Biology Magazine

Paper on New Version of Plink

Posted on the 27 February 2015 by Ccc1685 @ccc1685

The paper describing the updated version of the genome analysis software tool Plink has just been published.

Second-generation PLINK: rising to the challenge of larger and richer datasets
Christopher C Chang, Carson C Chow, Laurent CAM Tellier, Shashaank Vattikuti, Shaun M Purcell, and James J Lee

GigaScience 2015, 4:7  doi:10.1186/s13742-015-0047-8

Abstract
Background
PLINK 1 is a widely used open-source C/C++ toolset for genome-wide association studies (GWAS) and research in population genetics. However, the steady accumulation of data from imputation and whole-genome sequencing studies has exposed a strong need for faster and scalable implementations of key functions, such as logistic regression, linkage disequilibrium estimation, and genomic distance evaluation. In addition, GWAS and population-genetic data now frequently contain genotype likelihoods, phase information, and/or multiallelic variants, none of which can be represented by PLINK 1’s primary data format.

Findings
To address these issues, we are developing a second-generation codebase for PLINK. The first major release from this codebase, PLINK 1.9, introduces extensive use of bit-level parallelism, View MathML-time/constant-space Hardy-Weinberg equilibrium and Fisher’s exact tests, and many other algorithmic improvements. In combination, these changes accelerate most operations by 1-4 orders of magnitude, and allow the program to handle datasets too large to fit in RAM. We have also developed an extension to the data format which adds low-overhead support for genotype likelihoods, phase, multiallelic variants, and reference vs. alternate alleles, which is the basis of our planned second release (PLINK 2.0).

Conclusions
The second-generation versions of PLINK will offer dramatic improvements in performance and compatibility. For the first time, users without access to high-end computing resources can perform several essential analyses of the feature-rich and very large genetic datasets coming into use.

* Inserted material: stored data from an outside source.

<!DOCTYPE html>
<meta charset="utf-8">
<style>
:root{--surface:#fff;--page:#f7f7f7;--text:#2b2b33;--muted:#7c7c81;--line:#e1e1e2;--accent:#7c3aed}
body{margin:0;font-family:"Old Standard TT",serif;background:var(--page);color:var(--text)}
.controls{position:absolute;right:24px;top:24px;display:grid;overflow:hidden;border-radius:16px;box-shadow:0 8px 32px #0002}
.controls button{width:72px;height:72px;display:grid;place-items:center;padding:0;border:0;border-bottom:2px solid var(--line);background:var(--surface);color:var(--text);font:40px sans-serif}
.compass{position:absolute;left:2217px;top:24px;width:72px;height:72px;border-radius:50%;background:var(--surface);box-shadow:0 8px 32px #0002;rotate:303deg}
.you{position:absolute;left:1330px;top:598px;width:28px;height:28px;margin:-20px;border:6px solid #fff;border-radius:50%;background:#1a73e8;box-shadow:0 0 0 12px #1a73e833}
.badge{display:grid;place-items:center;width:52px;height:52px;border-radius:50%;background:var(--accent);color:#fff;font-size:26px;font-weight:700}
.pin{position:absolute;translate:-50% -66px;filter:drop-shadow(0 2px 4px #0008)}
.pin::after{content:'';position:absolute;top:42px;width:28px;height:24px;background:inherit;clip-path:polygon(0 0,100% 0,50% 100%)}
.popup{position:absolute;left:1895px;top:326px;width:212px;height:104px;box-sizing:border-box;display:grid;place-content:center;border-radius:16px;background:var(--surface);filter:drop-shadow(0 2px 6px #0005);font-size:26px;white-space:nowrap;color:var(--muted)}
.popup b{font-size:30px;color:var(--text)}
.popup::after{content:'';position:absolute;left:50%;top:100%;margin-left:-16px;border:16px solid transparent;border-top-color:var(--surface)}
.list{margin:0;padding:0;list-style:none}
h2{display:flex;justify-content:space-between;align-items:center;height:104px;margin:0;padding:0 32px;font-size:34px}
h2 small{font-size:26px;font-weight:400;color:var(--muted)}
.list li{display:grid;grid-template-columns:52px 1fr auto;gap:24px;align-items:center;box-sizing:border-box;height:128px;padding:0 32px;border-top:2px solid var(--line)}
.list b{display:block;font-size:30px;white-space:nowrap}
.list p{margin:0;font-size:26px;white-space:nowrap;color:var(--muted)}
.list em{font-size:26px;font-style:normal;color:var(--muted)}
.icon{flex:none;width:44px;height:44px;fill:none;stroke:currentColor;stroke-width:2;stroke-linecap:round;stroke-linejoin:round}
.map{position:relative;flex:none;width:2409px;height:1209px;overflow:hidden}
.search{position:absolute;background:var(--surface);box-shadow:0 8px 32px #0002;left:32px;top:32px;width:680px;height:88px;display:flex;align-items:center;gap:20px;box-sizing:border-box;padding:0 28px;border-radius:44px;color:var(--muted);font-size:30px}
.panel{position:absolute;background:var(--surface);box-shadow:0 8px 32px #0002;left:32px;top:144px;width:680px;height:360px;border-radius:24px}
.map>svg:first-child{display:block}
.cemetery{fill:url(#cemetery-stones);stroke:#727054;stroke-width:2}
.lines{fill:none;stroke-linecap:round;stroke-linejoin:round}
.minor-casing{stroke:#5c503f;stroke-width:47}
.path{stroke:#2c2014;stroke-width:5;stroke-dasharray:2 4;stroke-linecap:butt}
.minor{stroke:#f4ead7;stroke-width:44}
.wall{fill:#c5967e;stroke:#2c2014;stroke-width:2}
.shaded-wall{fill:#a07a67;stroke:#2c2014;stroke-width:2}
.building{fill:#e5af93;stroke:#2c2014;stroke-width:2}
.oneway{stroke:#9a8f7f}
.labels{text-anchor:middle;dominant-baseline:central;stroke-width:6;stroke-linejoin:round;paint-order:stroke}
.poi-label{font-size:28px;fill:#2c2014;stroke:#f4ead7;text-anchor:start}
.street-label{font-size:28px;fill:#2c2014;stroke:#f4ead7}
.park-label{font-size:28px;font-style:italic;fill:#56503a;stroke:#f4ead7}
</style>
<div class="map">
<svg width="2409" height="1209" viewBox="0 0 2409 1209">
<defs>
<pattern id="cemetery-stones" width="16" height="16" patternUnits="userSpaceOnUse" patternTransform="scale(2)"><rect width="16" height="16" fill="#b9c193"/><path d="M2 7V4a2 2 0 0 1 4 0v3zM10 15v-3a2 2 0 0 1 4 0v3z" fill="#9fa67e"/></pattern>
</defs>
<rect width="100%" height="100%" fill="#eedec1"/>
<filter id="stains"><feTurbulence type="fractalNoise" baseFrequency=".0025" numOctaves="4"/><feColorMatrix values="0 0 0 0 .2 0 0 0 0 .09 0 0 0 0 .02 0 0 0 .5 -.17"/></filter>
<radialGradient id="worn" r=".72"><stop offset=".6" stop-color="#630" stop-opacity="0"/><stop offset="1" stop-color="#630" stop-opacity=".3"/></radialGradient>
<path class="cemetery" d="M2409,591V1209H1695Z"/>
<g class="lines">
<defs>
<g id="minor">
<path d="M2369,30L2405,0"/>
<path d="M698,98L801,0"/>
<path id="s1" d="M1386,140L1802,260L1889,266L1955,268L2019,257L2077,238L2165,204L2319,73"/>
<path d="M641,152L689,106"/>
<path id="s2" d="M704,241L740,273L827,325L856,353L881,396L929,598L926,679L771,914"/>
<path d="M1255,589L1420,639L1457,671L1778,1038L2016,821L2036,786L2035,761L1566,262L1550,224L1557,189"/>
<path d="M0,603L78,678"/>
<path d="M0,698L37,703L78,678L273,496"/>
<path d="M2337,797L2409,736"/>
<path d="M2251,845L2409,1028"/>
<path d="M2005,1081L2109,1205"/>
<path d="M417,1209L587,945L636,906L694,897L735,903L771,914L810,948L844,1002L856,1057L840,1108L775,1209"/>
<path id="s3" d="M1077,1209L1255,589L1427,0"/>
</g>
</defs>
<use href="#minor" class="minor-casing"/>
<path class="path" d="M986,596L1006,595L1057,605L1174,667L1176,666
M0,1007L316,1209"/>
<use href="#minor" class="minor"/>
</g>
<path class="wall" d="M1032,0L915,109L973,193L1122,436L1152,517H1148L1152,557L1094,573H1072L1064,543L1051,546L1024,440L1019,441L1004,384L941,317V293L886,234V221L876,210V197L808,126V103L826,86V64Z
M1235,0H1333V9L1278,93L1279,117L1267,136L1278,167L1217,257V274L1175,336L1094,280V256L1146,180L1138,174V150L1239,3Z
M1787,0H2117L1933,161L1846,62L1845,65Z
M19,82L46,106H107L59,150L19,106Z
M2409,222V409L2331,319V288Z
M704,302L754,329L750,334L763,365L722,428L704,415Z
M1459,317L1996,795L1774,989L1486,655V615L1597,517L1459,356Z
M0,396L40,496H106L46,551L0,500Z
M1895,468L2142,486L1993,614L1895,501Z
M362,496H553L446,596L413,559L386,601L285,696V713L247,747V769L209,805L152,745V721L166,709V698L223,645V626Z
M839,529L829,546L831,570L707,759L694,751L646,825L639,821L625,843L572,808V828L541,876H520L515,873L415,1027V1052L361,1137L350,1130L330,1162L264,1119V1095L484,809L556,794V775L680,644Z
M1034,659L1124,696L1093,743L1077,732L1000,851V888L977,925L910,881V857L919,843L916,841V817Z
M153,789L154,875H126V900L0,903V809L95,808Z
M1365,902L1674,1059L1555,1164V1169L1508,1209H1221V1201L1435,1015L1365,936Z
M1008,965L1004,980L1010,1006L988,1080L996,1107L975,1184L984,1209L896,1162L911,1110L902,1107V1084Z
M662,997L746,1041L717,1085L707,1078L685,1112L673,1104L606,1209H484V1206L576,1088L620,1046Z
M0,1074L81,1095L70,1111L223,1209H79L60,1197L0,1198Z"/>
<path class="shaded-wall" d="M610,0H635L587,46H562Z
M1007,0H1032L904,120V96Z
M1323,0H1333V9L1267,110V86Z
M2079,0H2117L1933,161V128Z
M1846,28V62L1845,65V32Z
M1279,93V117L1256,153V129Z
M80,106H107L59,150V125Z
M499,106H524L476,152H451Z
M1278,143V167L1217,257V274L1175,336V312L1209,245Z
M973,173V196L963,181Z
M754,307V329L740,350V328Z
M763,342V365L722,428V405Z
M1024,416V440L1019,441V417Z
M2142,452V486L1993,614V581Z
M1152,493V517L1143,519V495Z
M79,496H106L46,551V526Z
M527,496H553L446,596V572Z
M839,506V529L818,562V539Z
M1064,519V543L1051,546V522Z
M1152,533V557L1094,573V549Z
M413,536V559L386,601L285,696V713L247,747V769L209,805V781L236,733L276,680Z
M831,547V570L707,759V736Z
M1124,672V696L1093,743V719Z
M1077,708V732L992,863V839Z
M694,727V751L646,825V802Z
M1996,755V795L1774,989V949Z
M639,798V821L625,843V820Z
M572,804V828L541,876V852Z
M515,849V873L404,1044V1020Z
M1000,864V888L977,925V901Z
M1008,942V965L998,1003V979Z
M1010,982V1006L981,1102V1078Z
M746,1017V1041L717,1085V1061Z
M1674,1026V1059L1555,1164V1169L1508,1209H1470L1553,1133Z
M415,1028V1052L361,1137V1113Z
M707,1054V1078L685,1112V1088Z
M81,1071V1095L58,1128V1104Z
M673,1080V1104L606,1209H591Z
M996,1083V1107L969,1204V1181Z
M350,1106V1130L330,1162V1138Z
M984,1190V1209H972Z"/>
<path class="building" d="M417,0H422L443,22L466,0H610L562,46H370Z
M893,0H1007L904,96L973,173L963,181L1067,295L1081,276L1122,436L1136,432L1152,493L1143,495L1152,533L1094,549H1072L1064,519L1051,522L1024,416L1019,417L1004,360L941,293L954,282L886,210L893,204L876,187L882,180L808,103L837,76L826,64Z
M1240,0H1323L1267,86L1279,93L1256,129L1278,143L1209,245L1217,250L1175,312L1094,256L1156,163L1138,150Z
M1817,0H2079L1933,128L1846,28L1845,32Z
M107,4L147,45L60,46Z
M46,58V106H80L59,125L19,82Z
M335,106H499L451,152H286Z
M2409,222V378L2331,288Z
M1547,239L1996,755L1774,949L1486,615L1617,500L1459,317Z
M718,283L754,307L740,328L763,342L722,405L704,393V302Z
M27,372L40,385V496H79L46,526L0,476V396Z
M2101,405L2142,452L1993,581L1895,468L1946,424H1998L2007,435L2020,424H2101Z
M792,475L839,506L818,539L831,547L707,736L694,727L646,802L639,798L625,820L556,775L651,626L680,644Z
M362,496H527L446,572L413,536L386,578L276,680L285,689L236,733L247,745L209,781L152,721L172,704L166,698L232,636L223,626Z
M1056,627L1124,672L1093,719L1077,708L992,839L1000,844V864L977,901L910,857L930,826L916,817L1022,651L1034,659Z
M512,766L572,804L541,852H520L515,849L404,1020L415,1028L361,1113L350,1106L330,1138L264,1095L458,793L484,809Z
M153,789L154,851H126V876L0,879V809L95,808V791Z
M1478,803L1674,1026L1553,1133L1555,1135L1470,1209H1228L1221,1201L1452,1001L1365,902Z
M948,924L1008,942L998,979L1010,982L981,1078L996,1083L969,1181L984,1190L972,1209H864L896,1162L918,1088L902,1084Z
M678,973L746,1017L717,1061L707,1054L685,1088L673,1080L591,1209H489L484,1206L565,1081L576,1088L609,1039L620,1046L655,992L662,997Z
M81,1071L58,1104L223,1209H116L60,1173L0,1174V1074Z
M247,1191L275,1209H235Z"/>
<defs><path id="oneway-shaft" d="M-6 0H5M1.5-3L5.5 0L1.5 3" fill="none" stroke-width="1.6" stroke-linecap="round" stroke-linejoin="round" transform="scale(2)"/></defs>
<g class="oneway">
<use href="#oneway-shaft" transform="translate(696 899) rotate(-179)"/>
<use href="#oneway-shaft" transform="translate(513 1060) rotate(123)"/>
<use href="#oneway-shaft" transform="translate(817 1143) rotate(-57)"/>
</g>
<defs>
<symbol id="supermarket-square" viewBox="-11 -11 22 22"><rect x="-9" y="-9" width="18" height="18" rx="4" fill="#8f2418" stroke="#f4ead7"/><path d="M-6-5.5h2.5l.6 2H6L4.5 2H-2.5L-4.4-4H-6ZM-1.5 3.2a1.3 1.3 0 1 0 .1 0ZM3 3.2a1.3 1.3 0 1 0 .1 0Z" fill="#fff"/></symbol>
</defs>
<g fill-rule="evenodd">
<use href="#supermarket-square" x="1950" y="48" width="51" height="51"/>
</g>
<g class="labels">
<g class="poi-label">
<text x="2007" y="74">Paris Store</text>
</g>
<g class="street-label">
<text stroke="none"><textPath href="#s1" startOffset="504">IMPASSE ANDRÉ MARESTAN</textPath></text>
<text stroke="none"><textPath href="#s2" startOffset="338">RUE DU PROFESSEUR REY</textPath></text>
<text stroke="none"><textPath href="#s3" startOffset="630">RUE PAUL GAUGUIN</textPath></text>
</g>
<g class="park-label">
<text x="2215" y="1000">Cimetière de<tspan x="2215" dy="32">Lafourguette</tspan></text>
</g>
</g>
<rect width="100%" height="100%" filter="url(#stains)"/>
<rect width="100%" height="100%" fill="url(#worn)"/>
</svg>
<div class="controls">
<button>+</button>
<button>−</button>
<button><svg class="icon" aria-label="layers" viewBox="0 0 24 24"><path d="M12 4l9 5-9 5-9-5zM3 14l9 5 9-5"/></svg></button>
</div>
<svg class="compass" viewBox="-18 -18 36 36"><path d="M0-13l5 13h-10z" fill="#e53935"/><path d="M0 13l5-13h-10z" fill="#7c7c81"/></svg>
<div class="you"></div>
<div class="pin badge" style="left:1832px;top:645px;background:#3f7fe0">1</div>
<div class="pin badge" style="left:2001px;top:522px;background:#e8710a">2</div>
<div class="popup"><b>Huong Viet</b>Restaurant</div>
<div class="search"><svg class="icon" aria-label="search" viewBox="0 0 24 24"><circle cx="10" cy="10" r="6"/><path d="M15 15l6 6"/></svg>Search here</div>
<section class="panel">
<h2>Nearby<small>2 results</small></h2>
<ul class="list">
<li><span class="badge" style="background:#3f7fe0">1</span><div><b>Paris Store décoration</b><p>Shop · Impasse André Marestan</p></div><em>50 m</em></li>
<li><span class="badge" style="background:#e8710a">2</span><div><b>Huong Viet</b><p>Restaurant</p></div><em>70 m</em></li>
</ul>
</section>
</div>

Keywords: GWAS; Population genetics; Whole-genome sequencing; High-density SNP genotyping; Computational statistics

This project started out with us trying to do some genomic analysis that involved computing various distance metrics on sequence space. Programming virtuoso Chris Chang stepped in and decided to write some code to speed up the computations. His program, originally called wdist, was so good and fast that we kept asking him to put in more capabilities. Eventually,  he had basically replicated the suite of functions that Plink performed so he contacted Shaun Purcell, the author of Plink, if he could just call his code Plink too and Shaun agreed. We then ran a series of tests on various machines to check the speed-ups compared to the original Plink and gcta. If you do any GWAS analysis at all, I highly recommend you check out Plink 1.9.